→ **Task prompt**:
Whenever a line below includes the word "place", copy that line.

→ **Data for analysis**:

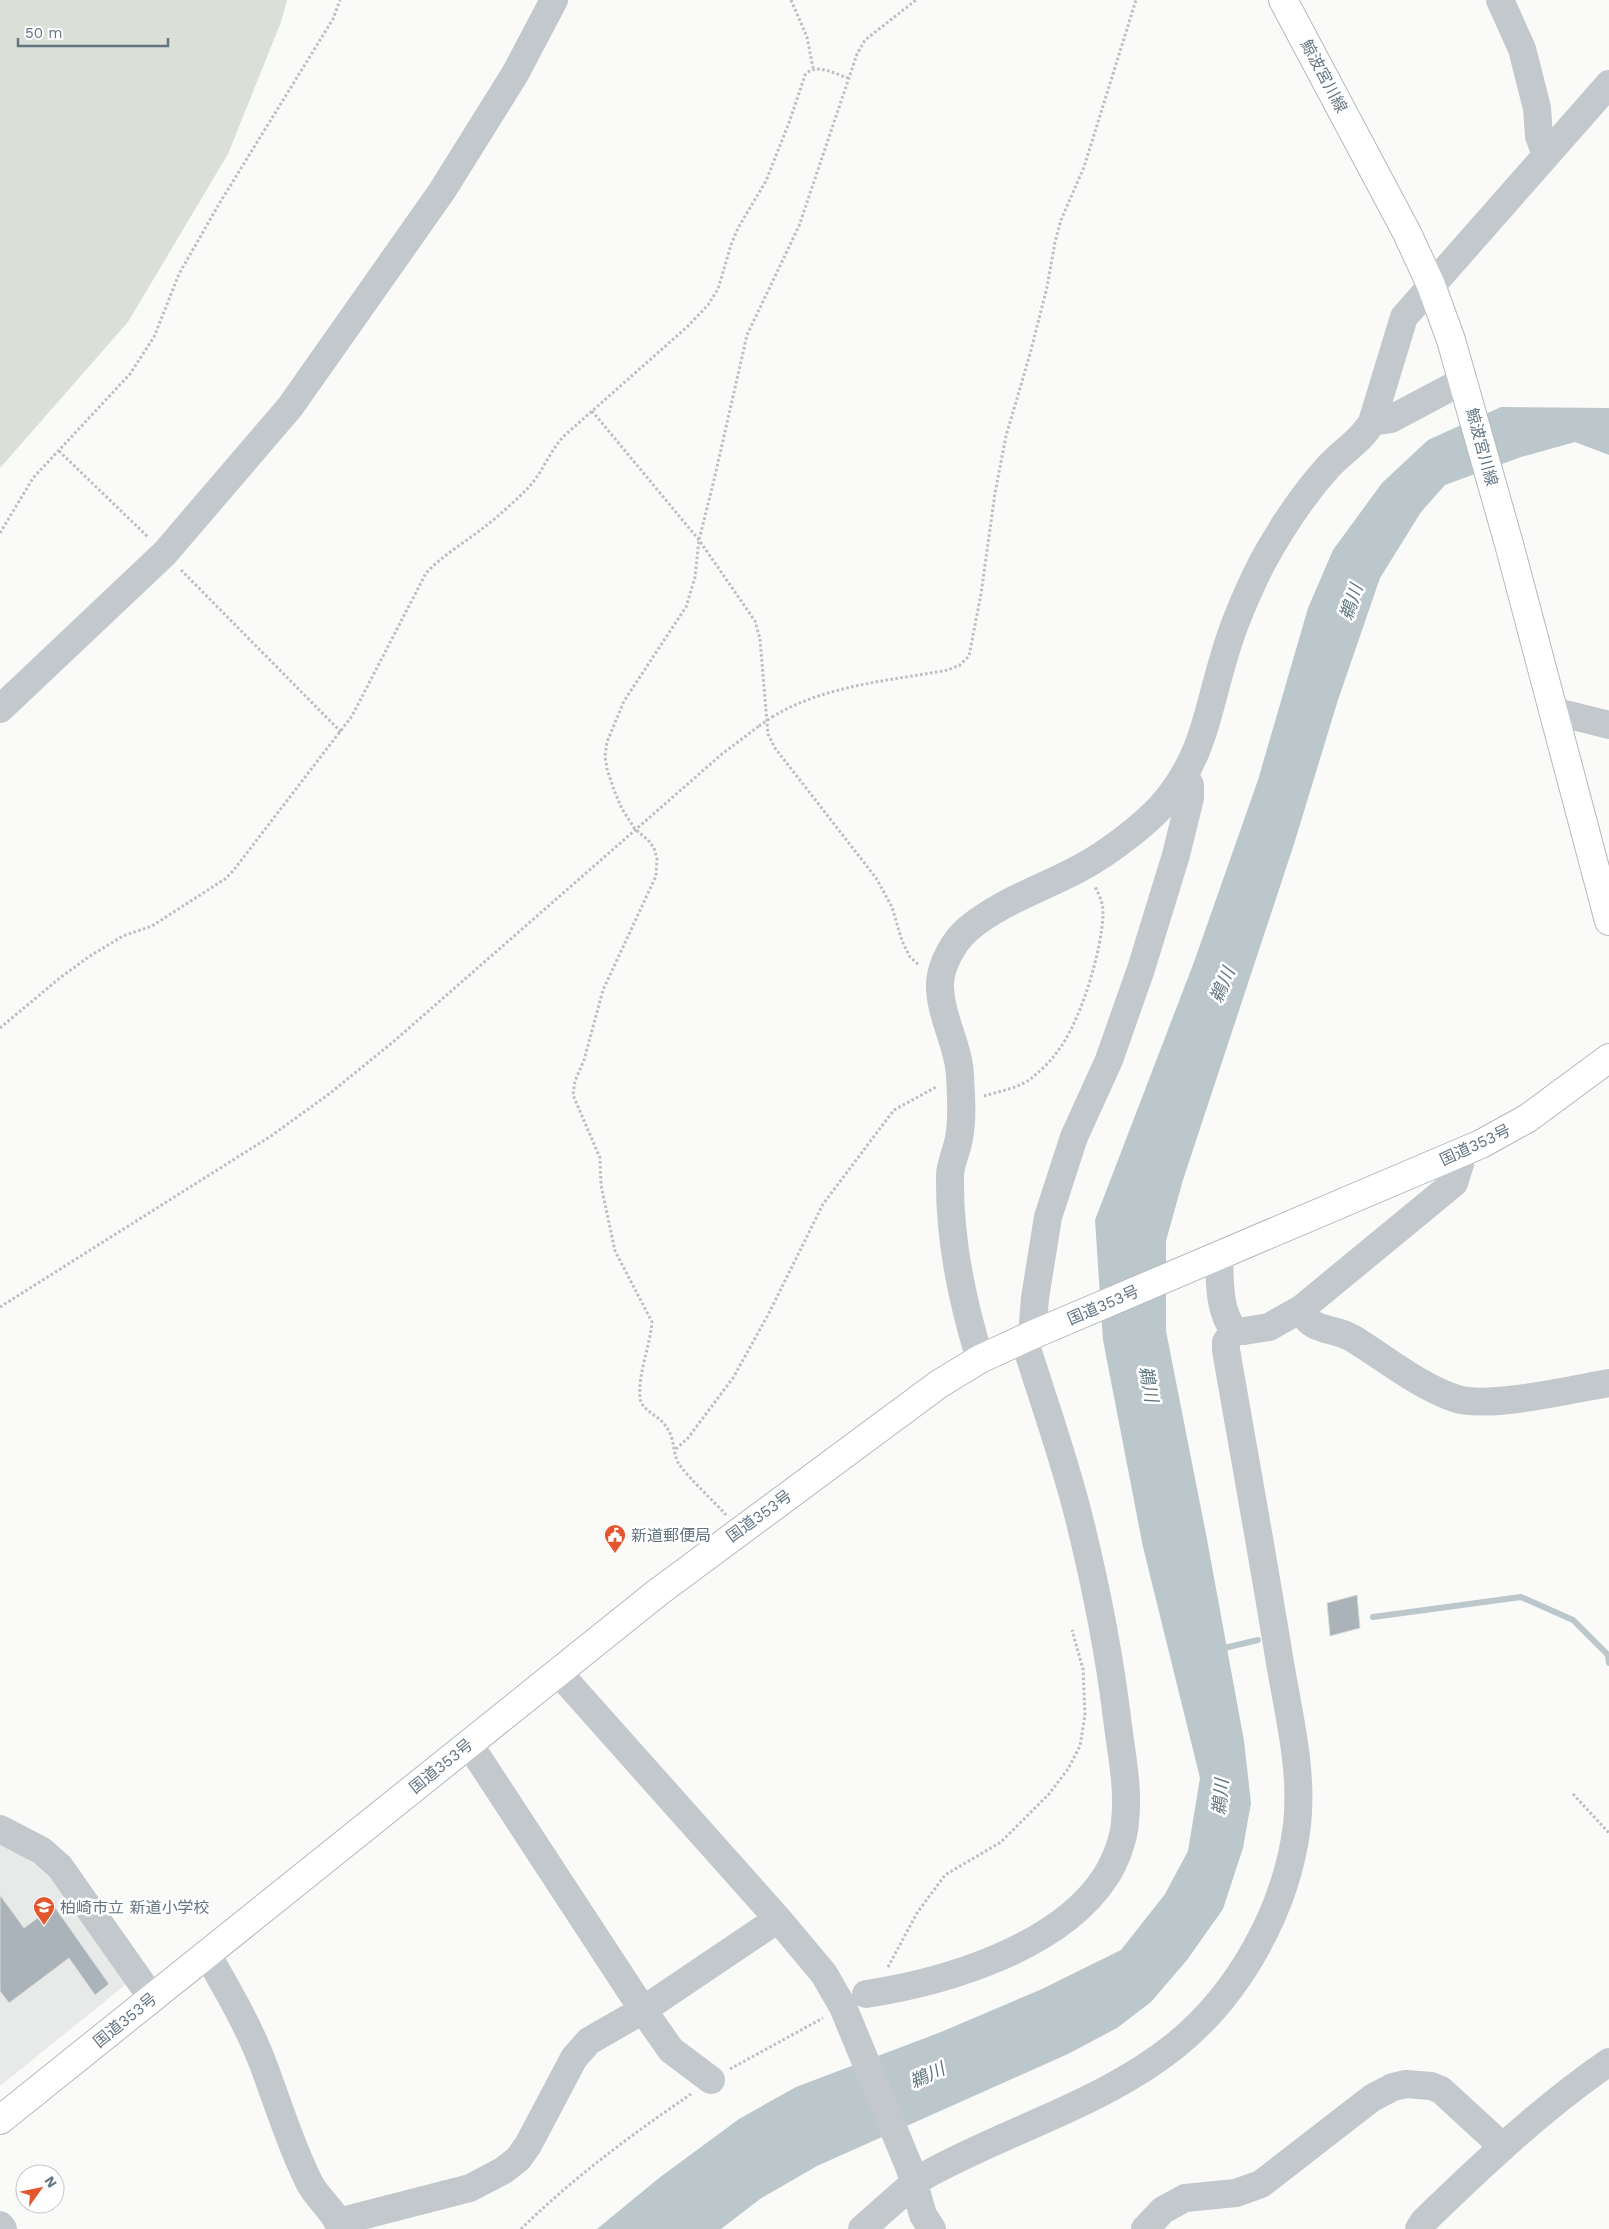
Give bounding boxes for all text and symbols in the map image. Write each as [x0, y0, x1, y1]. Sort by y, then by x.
scale bar [18, 15, 168, 47]
text: 50 m [25, 24, 62, 42]
street label: 鯨波宮川線 [1297, 36, 1351, 116]
street label: 鯨波宮川線 [1462, 406, 1502, 488]
water label: 鵜川 [1335, 580, 1367, 622]
water label: 鵜川 [1205, 962, 1239, 1006]
street label: 国道353号 [1437, 1120, 1513, 1170]
street label: 国道353号 [1064, 1281, 1142, 1329]
water label: 鵜川 [1135, 1364, 1163, 1406]
street label: 国道353号 [723, 1486, 795, 1546]
public building icon: 新道郵便局 [603, 1523, 627, 1554]
place label: 新道郵便局 [631, 1526, 711, 1545]
street label: 国道353号 [406, 1735, 476, 1797]
water label: 鵜川 [1208, 1776, 1232, 1816]
school or university icon: 柏崎市立 新道小学校 [32, 1895, 56, 1926]
place label: 柏崎市立 新道小学校 [60, 1898, 209, 1917]
street label: 国道353号 [90, 1989, 160, 2051]
water label: 鵜川 [906, 2057, 950, 2092]
north arrow [15, 2164, 65, 2214]
text: N [41, 2173, 60, 2191]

→ **Solved exercise**:
place label: 新道郵便局 [631, 1526, 711, 1545]
place label: 柏崎市立 新道小学校 [60, 1898, 209, 1917]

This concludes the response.